Understanding Grief in the Workplace

A Primer on Loss and Grief for Leaders

If you are running a company of any size, you hear about some relative or friend of your workforce dying almost every day. In even the smallest company, there is loss all around your employees. Loss you don’t see, and I am about to make you aware of. Hate me now, thank me later.

  • Loss is unavoidable and inevitable. It does not discriminate based on convenience, timing, readiness, maturity, ageor any other criteria. Loss is the end of something familiar, necessitating change in behavior, due to a change or major adjustment or event.
  • Grief is the feeling (s) caused by the loss. Grief is also the work that the victim (s) of the loss must complete, mentally, emotionally, and physically, to become whole and fully functional after the loss.
  • The loss is not always death; in fact, their are many other non-death losses that cause grief. There are many misconceptions and much ignorance around what causes grief, and how to deal with it.
  • You can help your employees, and build positiveenergy and morale in your company, by educating yourself and your employeeson how to deal with it. The more knowledgable you are about grief and loss, the more functional your employees will be, meaning ultimately, more productive, more engaged, and more profitable.

Types of loss go way beyond death of a loved one, which is what we tend to think of when someone brings the topic up. Here is just a short list of of grief / loss:

1. Death: of parent, spouse, child, sibling, other relative, close friend, pet, business colleague …

2. Family loss: divorce, empty nest, separation, loss of parental rights, infertility, runaway child …..

3.Financial loss: embezzlement or fraud, market loss of savings or retirement, loss of job or business

4. Loss of health: Chronic pain, any major medical issue, diagnosis of disease (self or loved one )……

5. Trauma: someone you know commits suicide, natural disasters, car accidents, violent crime nearby

6. “Intangible Loss”: Loss of safety, status, normalcy, or a sense of order, loss of trust, relational loss …

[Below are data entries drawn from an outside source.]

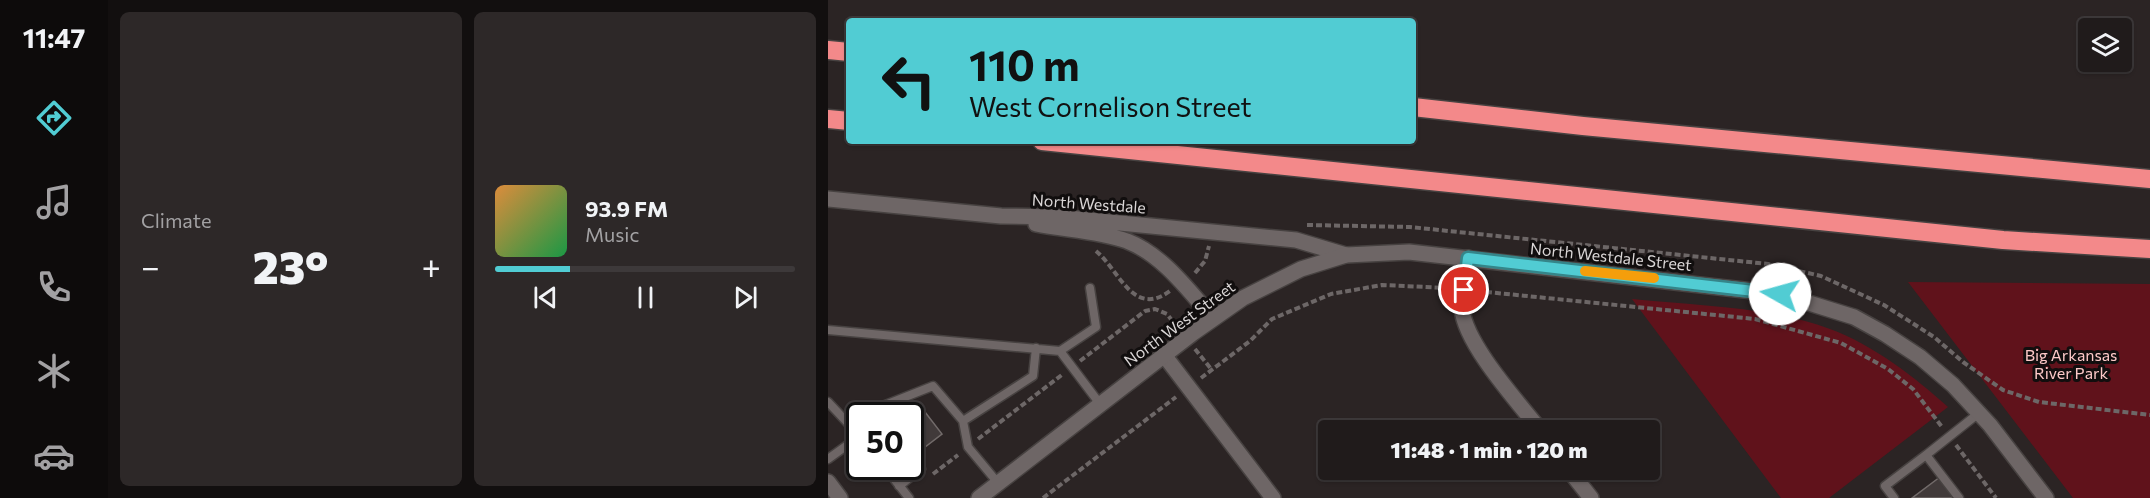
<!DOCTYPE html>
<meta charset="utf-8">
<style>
:root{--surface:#201b1b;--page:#2d2828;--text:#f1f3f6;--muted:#a2a1a3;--line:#3d393a;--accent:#51ccd3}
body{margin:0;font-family:Commissioner,sans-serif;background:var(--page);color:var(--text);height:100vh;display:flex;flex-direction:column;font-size:22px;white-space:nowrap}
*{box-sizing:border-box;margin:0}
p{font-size:20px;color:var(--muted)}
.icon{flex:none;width:33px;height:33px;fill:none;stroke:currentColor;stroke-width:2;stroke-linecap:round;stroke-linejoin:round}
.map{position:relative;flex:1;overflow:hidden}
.panel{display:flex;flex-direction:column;gap:12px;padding:12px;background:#120f0f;width:720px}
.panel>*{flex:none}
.top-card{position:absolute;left:18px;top:18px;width:570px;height:126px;border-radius:6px;box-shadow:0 2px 4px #0004,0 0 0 2px var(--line);background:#51ccd3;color:#111;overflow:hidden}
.buttons{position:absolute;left:1250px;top:18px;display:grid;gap:12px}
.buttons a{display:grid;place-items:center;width:54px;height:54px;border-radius:6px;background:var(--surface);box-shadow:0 2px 4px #0004,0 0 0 2px var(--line);font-size:30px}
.speed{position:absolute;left:18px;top:402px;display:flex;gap:12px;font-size:30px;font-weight:700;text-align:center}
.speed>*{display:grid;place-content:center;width:78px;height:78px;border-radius:50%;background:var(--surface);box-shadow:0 2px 4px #0004,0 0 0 2px var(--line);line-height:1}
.speed .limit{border:3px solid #111;border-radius:9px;background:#fff;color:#111}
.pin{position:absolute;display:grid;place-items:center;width:51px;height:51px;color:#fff;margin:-26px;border:3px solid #fff;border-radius:50%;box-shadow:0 2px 6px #0007}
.me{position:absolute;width:66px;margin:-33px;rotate:277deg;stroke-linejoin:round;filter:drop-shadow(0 0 4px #0008)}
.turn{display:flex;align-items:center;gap:21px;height:126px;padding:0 24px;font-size:27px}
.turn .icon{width:78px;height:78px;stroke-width:2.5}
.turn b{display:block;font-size:42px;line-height:51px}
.big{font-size:45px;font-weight:800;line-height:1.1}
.panel .card{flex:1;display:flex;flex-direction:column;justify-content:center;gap:9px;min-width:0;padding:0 21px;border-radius:9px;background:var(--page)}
.song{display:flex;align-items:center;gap:18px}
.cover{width:72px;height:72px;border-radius:9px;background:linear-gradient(135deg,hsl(30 70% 55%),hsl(140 70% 35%))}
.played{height:6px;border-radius:3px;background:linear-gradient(90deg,var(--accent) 25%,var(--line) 25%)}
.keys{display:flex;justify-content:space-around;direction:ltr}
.heat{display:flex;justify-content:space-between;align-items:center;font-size:33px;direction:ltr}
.panel .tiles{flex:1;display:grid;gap:12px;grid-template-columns:repeat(2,1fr)}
.trip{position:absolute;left:490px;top:420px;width:342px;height:60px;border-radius:6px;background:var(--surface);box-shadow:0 2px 4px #0004,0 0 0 2px var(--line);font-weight:800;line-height:60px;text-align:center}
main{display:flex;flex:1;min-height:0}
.dock{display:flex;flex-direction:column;width:108px;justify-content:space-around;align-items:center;background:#0d0b0b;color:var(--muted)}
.dock .icon{width:42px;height:42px}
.dock .current{color:var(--accent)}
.dock b{font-size:27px;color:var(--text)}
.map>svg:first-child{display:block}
.green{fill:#60121b}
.building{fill:#413a3a;stroke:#726b6a;stroke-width:1.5}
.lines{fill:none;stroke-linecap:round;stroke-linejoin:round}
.service-casing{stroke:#474241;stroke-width:11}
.minor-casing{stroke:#474241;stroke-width:18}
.secondary-casing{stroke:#474241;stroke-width:18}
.motorway-casing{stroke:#474241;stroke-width:21}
.path{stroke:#6d6767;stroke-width:4;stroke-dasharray:6 3;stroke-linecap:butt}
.service{stroke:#6e6666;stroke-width:8}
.minor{stroke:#6e6666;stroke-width:15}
.secondary{stroke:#6e6666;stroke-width:15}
.motorway{stroke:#f3898a;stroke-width:18}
.route-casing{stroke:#358589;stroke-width:15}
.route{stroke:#51ccd3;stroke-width:10}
.slow{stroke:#f59e0b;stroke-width:10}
.labels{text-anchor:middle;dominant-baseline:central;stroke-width:6;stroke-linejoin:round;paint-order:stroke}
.street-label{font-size:16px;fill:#dad6d6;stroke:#110e0e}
.park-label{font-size:16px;fill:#fdc9c8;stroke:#110e0e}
</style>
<main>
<nav class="dock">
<b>11:47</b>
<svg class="icon current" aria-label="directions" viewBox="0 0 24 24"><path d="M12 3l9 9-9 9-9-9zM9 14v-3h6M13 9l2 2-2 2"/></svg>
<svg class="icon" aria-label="music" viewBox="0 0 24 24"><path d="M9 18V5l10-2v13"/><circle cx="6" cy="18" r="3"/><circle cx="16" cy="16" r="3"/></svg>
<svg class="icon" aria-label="phone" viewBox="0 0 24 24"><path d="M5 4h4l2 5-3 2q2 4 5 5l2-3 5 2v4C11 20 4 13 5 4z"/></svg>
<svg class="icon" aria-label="climate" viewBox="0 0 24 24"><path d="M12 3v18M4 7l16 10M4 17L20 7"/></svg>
<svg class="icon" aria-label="car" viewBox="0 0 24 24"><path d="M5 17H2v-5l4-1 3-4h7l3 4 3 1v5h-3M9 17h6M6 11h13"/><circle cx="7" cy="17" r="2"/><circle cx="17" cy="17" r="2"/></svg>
</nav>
<section class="panel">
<div class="tiles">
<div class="card"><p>Climate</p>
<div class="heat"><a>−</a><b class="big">23°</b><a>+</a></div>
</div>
<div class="card">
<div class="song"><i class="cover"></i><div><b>93.9 FM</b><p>Music</p></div></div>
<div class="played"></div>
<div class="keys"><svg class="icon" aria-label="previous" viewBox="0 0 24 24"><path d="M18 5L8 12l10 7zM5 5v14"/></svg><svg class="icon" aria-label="pause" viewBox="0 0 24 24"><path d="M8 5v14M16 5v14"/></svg><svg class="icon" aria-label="next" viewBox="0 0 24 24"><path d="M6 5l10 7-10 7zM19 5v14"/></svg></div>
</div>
</div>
</section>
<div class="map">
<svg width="1322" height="498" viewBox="0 0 1322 498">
<rect width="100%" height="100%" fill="#2b2424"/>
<!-- green -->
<path class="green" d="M1080,282L1322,284V498H1245Z
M804,299C870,306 939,306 1002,329C1044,344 1088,378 1120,407L1001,498H953Z"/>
<!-- building -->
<path class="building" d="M97,412L114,434L88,454L82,446V422Z
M1112,477L1128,498H1084Z"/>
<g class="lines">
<defs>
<path id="service" d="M0,330L232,351L272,404
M232,351L268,327L262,288
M0,402L31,435
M19,420L105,386L135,421L140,447L170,483
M135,421L205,376L208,348
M0,459L32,436
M56,466L81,498
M71,486L93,469
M1066,498L1057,486L1098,455
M1131,498L1098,455L1151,413"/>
<path id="minor" d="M0,199L173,216L230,217L468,240L518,255
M208,224C238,230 270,231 299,241C335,255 360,290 385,318
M640,258C638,275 633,293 634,309C637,344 690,402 712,430
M336,355L445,498
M741,470L763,498
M0,482L12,498"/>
<path id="secondary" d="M151,498L365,333L415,298L473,269L518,255L581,252L952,294L1026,317L1057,334L1092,357L1125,385L1162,425L1218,498"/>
<path id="motorway" d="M0,50L21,52
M585,107L755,126L1322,179
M0,119L21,121
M214,141L1175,240L1322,249"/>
</defs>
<!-- service casing -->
<use href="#service" class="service-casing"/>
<!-- minor casing -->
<use href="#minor" class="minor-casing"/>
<!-- secondary casing -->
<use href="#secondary" class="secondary-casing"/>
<!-- motorway casing -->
<use href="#motorway" class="motorway-casing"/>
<!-- path -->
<path class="path" d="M479,225L582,227L940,264L993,276L1056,305L1106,337L1135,362L1175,390L1211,402L1322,415
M268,251C292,271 305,318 342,291
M367,273L377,261L381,246
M649,291L927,319L1013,343L1060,369L1085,389L1114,427
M367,349L384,370
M252,361L317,311L327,309L339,314L349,327
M373,378L422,341L444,319L503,294L554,285L620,288
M150,439L235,374
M1128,445L1168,498
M105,474L130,455
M215,498L348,397"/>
<!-- service -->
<use href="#service" class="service"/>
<!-- minor -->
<use href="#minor" class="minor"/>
<!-- secondary -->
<use href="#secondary" class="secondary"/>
<!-- motorway -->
<use href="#motorway" class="motorway"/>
</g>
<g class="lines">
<defs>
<path id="route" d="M636,290L640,258L952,294"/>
</defs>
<!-- route casing -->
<use href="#route" class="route-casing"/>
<!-- route -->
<use href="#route" class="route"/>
<!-- slow -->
<path class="slow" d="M757,271L826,278"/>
</g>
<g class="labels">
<!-- street labels -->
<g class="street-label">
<text transform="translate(261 203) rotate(4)">North Westdale</text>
<text transform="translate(783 256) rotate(6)">North Westdale Street</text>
<text transform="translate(351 323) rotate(-36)">North West Street</text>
</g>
<!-- park labels -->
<g class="park-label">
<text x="1243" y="354">Big Arkansas<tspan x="1243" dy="18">River Park</tspan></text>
</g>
</g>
</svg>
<div class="buttons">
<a><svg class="icon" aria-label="layers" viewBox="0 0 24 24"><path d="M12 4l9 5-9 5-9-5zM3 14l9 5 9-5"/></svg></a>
</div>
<div class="speed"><div class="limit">50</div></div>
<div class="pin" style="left:636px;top:290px;background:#d93025"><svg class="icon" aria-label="arrive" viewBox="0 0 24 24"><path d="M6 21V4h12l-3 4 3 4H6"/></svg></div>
<svg class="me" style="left:952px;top:294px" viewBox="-20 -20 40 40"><circle r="19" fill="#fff"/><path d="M0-13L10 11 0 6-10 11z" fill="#51ccd3"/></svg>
<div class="trip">11:48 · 1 min · 120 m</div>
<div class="top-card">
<div class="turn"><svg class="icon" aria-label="left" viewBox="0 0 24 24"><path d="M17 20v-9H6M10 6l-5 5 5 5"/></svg><div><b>110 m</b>West Cornelison Street</div></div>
</div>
</div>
</main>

Okay, that’s a very short list. You don’t have time to read the whole list. What should be striking you is that most loss is not death, yet it is loss that necessitates change, and sets the grief (feelings) into motion. The grief is the process work that needs to be done. You see, in our culture, when someone’s spouse dies, we say “Take time off. Heal. Come back when you’re ready”. When someone is going through a divorce, we say things like “There are plenty of fish in the sea”, “Time heals all wounds”, “You need to be strong for your kids”, and “Come on out with the girls: it will take your mind off him “, and so forth, ad nauseum. Our intentions are good. We mean well. But we’re not helping at all, in fact, often we make it worse by our own ignorance.

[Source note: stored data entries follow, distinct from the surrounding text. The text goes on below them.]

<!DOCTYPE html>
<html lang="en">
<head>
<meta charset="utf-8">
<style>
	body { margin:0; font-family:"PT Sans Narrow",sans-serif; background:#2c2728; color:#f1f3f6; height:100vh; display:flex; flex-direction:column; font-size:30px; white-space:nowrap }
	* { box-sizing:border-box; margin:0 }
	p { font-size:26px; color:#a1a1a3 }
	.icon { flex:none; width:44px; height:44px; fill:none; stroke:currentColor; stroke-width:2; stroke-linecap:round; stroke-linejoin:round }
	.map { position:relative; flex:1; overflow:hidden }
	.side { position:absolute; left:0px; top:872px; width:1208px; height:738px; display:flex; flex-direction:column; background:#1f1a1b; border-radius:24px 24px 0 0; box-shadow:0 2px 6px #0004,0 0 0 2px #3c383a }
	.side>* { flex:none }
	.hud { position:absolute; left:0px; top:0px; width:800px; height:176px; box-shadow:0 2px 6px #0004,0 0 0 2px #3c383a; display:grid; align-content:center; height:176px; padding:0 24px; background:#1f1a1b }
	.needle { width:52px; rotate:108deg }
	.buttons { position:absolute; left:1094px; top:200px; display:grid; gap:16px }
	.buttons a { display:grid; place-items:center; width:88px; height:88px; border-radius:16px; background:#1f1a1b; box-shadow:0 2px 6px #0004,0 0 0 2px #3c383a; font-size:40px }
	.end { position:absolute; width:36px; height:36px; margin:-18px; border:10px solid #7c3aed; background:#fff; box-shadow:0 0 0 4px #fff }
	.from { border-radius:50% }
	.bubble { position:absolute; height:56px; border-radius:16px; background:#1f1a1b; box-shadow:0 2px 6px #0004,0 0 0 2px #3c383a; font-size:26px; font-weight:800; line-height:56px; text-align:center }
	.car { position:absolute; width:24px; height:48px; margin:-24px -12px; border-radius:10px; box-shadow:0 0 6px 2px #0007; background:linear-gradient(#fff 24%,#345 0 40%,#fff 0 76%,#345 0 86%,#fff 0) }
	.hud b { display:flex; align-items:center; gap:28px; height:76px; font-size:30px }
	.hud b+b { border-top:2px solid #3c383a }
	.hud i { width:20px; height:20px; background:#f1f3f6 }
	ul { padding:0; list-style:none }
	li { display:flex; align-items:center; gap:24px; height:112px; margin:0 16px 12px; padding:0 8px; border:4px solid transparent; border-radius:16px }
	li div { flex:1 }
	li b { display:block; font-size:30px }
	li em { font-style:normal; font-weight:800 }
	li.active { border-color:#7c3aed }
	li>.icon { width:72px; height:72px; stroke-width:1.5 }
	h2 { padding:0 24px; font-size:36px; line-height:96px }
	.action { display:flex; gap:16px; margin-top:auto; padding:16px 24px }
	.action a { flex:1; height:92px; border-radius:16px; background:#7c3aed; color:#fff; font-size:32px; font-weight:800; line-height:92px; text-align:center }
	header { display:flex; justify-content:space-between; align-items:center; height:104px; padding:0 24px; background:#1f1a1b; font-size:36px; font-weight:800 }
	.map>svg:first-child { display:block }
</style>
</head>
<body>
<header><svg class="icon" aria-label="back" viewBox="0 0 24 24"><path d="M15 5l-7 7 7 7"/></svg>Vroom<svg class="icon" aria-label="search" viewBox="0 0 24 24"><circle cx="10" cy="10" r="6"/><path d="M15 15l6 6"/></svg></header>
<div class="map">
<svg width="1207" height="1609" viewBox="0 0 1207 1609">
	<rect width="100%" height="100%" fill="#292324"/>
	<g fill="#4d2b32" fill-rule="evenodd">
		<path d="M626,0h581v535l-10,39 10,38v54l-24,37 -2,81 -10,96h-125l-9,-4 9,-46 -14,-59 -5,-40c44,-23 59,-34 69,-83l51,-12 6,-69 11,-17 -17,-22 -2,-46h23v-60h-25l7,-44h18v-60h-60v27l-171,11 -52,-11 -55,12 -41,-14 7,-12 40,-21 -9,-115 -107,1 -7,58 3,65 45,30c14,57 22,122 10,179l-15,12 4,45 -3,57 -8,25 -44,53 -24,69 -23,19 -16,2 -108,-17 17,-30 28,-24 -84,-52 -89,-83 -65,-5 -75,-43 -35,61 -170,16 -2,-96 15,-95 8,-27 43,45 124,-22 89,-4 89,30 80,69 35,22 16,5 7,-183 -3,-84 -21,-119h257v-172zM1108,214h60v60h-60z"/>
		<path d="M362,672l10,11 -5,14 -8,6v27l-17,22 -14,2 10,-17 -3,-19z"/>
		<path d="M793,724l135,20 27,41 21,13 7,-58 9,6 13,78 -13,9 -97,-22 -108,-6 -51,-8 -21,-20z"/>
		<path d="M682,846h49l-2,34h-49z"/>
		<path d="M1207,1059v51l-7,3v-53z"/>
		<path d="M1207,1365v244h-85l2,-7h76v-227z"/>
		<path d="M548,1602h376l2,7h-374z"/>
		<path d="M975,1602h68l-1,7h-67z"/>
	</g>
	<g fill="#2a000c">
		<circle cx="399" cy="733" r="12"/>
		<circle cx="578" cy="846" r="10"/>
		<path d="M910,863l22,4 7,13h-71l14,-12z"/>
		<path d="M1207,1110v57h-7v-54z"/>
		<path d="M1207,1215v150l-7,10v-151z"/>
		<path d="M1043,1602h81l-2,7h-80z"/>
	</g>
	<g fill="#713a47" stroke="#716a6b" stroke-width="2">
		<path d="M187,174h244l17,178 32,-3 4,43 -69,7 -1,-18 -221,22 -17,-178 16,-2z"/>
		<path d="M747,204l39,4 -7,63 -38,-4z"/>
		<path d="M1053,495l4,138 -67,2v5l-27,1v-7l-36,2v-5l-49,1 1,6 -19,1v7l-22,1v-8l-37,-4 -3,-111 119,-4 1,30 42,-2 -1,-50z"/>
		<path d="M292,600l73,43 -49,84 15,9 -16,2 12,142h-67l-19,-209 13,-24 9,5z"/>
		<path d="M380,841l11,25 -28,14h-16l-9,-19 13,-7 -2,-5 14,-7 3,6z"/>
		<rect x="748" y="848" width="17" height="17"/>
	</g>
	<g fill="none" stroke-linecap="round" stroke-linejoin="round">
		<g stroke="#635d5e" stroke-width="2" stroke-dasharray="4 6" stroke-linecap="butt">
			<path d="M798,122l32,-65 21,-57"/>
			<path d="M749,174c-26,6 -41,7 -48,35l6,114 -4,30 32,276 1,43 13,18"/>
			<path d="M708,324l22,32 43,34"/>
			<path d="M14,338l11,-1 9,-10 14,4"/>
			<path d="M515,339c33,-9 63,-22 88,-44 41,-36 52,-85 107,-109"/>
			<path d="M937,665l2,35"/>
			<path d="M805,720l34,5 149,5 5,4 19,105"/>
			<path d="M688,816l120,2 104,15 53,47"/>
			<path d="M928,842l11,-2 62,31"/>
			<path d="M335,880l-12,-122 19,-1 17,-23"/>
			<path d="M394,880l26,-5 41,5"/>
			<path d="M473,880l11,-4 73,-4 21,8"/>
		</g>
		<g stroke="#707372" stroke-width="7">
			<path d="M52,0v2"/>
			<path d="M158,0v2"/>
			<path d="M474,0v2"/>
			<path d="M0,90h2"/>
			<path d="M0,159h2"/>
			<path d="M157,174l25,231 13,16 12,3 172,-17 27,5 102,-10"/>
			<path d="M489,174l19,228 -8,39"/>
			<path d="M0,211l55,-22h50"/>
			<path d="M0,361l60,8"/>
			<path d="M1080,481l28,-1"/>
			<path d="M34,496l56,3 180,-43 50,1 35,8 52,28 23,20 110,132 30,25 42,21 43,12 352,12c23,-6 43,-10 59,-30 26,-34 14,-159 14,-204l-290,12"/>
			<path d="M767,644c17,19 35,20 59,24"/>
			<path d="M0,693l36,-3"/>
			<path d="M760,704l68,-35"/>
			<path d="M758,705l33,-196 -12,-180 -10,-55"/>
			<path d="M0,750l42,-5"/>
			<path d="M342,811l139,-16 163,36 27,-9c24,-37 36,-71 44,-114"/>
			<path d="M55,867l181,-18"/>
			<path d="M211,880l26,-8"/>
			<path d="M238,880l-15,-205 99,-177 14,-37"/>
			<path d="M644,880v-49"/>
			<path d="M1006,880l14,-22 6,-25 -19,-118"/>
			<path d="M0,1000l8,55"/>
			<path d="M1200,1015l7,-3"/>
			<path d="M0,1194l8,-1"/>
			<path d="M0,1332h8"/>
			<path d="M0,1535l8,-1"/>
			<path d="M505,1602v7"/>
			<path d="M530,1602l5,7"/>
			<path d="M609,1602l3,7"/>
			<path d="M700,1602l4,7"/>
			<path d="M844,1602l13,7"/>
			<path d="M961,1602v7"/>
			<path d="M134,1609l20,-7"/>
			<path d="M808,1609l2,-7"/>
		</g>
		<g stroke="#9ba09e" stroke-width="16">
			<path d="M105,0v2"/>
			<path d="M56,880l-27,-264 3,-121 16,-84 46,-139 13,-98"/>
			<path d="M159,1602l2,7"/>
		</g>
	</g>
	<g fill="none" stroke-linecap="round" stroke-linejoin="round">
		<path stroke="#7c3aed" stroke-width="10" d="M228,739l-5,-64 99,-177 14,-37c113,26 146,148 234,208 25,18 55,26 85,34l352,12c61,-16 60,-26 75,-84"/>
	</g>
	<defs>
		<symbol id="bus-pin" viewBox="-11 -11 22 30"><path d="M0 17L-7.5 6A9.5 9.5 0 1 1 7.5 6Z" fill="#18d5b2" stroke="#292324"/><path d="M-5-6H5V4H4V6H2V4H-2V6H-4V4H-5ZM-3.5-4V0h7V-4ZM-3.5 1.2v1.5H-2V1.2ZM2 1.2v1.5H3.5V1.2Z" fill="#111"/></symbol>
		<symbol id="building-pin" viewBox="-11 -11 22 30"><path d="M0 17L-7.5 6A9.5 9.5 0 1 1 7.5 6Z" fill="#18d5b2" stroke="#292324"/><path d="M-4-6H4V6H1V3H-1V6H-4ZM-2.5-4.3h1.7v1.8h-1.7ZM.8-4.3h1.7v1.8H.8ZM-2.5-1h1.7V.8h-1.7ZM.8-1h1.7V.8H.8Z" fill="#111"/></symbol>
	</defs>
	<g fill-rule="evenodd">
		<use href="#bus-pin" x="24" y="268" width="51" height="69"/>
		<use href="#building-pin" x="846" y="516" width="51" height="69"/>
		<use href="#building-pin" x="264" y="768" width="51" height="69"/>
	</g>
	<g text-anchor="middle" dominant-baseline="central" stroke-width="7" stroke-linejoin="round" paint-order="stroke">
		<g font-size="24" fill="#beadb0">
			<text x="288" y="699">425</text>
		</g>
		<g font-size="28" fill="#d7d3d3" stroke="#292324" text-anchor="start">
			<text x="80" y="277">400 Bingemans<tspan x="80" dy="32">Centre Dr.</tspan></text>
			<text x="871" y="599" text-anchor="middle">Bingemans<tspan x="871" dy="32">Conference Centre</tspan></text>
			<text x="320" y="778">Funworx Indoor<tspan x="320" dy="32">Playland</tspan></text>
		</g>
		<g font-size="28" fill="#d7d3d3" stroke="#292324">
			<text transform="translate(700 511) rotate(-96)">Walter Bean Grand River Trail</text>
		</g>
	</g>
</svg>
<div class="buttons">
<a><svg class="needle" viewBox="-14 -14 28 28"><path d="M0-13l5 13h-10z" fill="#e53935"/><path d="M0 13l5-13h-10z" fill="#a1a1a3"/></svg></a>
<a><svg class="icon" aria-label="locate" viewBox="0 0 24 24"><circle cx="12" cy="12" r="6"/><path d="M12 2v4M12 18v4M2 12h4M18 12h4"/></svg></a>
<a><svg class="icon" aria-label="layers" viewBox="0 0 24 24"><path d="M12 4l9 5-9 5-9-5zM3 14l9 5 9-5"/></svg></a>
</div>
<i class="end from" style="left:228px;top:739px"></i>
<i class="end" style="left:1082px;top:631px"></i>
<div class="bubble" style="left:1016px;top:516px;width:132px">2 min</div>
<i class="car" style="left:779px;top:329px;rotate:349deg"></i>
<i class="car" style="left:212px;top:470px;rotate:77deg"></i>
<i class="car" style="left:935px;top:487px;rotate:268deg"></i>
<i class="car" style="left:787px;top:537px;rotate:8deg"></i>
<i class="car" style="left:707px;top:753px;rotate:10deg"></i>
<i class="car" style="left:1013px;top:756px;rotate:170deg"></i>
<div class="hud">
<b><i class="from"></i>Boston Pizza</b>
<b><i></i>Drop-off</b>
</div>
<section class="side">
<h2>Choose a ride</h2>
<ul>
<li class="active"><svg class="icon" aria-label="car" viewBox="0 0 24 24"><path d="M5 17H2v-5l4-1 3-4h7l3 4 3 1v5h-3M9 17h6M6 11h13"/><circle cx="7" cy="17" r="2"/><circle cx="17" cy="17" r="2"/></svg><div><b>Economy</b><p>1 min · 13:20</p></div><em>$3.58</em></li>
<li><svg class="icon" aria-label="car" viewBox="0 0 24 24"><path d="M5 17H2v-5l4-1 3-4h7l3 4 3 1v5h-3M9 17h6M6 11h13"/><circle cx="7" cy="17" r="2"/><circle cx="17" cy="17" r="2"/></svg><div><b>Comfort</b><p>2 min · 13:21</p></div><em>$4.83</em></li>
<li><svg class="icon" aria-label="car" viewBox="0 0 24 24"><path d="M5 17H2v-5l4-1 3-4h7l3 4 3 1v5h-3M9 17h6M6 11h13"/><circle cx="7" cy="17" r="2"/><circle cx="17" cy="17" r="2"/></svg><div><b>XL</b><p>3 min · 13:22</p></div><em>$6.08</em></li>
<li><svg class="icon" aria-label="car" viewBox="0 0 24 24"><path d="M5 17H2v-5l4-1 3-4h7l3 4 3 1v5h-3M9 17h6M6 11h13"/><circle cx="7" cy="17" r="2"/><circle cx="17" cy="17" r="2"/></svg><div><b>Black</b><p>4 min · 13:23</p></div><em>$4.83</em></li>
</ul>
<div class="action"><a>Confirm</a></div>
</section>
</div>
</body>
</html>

In one article I can’t give it all to you, but I can give you a few main principles:

1. Most grief in the workplace is not caused by death. It is caused by other events. The grief work needs to be completed whether it is a loss by death or a non-death loss. Either is the same process.

2. Grieving people need to be heard, not fixed. Don’t worry about what to say to them. Just listen, without saying anything, especially things like “I know how you feel” “Keep the faith” or “Cheer Up”.

3. A grieving person will experience a number of natural, normal responses after a loss, including, but not limited to: Disorganization, disrupted sleep patterns, confusion, difficulty making decisions, tiredness / fatigue, trouble concentrating, bodily and / or behavioral symptoms, psychosomatic disturbances, temporary depression, and so on. Short term coping behaviors, which eventually create additonal problems, may include drinking excessively, using drugs, anger, obsessive exercise, fantasy, sex, shopping / spending money, food binges, or workaholism.

4. Grief makes a person unable to cope normally. Grief causes stress. Stress is a major cause of illness. Never underestimate the physical toll of grief.

5. Grief, although painful, is a normal and natural reaction to loss. Counseling facilitates the process of grief, which must be completed, and it is never too early to start the process. When grief is interrupted it will remain unresolved and later resurface as an issue

6. Healthy grief processing techniques include counseling, support groups, stress-reduction techniques, keeping healthy eating, sleeping and exercise habits, putting off major life decisions as much as possible for a period of time, and finding time to journal or pick up an enjoyable ( new or old) hobby.

Creating a workplace environment that understands loss and facilitates the grieving process will ultimately be more profitable and prevent latent grief from resurfacing in a destructive manner. Helping your employees function at their highest and best within the shortest period of time possible, and being an energetic and engaged employee profits your company, the employee, and serves the greater good.